The estimation technique uses data reuse analysis to predict the total number of cache hits and misses inside loop nests so that spatial locality is incorporated into the estimation. An estimate of the impact of conflict misses is also incorporated. The estimation is carried out for the different candidate line sizes, and the best line size is selected for the cache.

Scratch Pad Memory
MemExplore is an exploration framework for optimizing the on-chip data memory organization, and addresses the following problem: given a certain amount of on-chip memory space, partition this into data cache and SPM so that the total access time and energy dissipation is minimized, i.e., the number of accesses to off-chip memory is minimized.

In this formulation, an on-chip memory architecture is defined as a combination of the total size of on-chip memory used for data storage and the partitioning of this on-chip memory into: scratch memory, characterized by its size; data cache, characterized by the cache size; and the cache line size. For each candidate on-chip memory size T, the technique considers different divisions of T into cache (size C) and SPM (size S = T - C), selecting only powers of 2 for C.

Among the data assigned to be stored in off-chip memory (and hence accessed through the cache3), an estimation of the memory access performance is performed by combining an analysis of the array access patterns in the application and an approximate model of the cache behavior. The result of the estimation is the expected number of processor cycles required for all the memory accesses in the application. For each T, the (C, L) pair that is estimated to maximize performance is selected (L denotes the line size of the cache).

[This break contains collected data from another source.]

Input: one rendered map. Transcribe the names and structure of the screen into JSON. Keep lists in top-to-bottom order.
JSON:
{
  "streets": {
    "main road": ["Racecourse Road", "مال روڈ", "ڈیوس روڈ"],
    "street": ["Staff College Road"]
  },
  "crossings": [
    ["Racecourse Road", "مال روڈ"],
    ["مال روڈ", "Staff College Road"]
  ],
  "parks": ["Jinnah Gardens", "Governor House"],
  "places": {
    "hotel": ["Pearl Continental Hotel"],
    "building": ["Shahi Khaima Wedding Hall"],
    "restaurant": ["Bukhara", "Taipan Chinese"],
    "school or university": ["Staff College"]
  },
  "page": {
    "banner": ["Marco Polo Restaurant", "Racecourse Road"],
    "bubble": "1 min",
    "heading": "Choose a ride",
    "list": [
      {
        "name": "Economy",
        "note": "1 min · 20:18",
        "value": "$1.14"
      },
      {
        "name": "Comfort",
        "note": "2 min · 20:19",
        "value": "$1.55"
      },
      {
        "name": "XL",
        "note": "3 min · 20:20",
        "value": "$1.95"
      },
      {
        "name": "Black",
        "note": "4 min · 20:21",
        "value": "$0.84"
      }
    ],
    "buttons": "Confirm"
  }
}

Example 2. Typical exploration curves of the MemExplore algorithm are shown in Figure 9-4 below. Figure 9-4a shows that the ideal division of a 2-K on-chip space is 1K SPM and 1K data cache. Figure 9-4b shows that very little performance improvement is observed beyond a total on-chip memory size of 2KB.

The exploration curves of Figure 9-4 are generated from fast analytical estimates, which are three orders of magnitude faster than actual simulations and are independent of data size. This estimation capability is important in the initial stages of memory design, in which the number of possible architectures is large, and simulation of each architecture is prohibitively expensive.

Figure 9-4 Histogram example. (a) Variation of memory performance with different mixes of cache and SPM, for total on-chip memory of 2KB. (b) Variation of memory performance with total on-chip memory space.).

DRAM
The presence of embedded DRAMs adds several new dimensions to traditional architecture exploration. One interesting aspect of DRAM architecture that can be customized for an application is the banking structure.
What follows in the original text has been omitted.